What does the Respect for Marriage act mean for Tennessee?

Posted at 1:58 PM, Dec 08, 2022
and last updated 2022-12-08 14:58:56-05

NASHVILLE, Tenn. (WTVF) — On Thursday, the House passed a bill to codify same-sex marriage. The "Respect for Marriage Act" passed by a margin of 258-169 with all 169 no votes coming from Republicans, including all 7 Tennessean Republicans.

While this bill will head to President Joe Biden's desk for signature, it's impact on the Volunteer state can be limited.

The future of same-sex and interracial marriages was put back into question earlier this year when Justice Clarence Thomas argued that the Supreme Court should "reconsider" past rulings such as Obergefell v. Hodges which required states to recognize same-sex marriage in 2015.

“In future cases, we should reconsider all of this Court’s substantive due process precedents, including Griswold, Lawrence, and Obergefell,” he said in a concurring opinion in the court's decision to overturn Roe v. Wade.


In short, the bill replaces and repeals the "Defense for Marriage Act," which was passed in 1996.

The "Respect for Marriage Act" says that if any couple is married in a state where that marriage is legal, it will be federally recognized. That means if a same-sex couple living in a state where such a marriage was outlawed, like Tennessee, were to get married in a state where it was legal, it would be considered legal at a federal level. That could impact social security, federal income taxes and hundreds of other rights.

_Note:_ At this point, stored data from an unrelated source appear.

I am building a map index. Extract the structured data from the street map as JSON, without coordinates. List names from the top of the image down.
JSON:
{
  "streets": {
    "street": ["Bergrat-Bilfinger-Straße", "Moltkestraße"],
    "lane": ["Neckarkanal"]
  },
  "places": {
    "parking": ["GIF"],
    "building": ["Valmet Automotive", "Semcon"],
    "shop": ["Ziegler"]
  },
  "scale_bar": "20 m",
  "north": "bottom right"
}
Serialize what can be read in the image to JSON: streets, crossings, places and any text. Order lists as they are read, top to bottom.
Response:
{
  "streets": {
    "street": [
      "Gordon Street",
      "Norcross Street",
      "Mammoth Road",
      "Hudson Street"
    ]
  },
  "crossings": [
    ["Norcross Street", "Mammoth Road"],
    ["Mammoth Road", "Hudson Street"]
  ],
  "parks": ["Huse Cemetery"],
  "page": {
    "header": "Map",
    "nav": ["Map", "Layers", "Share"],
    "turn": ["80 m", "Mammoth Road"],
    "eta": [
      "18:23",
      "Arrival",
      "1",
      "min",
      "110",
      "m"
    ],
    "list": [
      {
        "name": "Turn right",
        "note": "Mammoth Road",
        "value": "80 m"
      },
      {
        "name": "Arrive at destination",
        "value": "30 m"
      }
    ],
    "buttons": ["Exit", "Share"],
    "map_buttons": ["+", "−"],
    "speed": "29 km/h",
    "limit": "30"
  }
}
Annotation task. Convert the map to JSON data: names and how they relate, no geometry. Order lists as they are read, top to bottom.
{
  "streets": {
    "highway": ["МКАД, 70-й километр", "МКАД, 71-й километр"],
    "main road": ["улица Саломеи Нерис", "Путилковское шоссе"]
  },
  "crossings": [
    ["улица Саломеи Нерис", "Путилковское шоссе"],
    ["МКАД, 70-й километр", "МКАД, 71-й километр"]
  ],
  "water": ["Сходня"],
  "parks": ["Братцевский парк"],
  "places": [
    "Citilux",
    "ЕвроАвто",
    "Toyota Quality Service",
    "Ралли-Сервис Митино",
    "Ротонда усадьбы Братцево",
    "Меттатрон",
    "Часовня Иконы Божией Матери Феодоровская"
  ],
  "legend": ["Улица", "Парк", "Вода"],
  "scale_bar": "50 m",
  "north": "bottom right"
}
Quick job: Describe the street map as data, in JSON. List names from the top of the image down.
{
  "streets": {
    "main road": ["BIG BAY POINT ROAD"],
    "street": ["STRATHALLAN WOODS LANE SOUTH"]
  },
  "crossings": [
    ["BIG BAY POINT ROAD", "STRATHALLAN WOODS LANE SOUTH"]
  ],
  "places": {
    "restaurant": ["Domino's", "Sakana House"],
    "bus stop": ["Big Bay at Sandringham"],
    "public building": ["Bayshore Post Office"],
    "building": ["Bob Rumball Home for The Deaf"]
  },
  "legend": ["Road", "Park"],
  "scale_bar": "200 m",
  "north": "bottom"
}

It would also require the state the person lives in to recognize that marriage as well.

What it does not do is force states to issue marriage licenses to all couples, or force religious organizations to participate in unions they feel go against their religion. It does not directly discuss whether private businesses can be forced by law to provide goods or services to gay marriages.

While same-sex marriages has been a highly discussed issue, the same protections would be given to interracial marriages as well, which is also protected by Obergefell v. Hodges.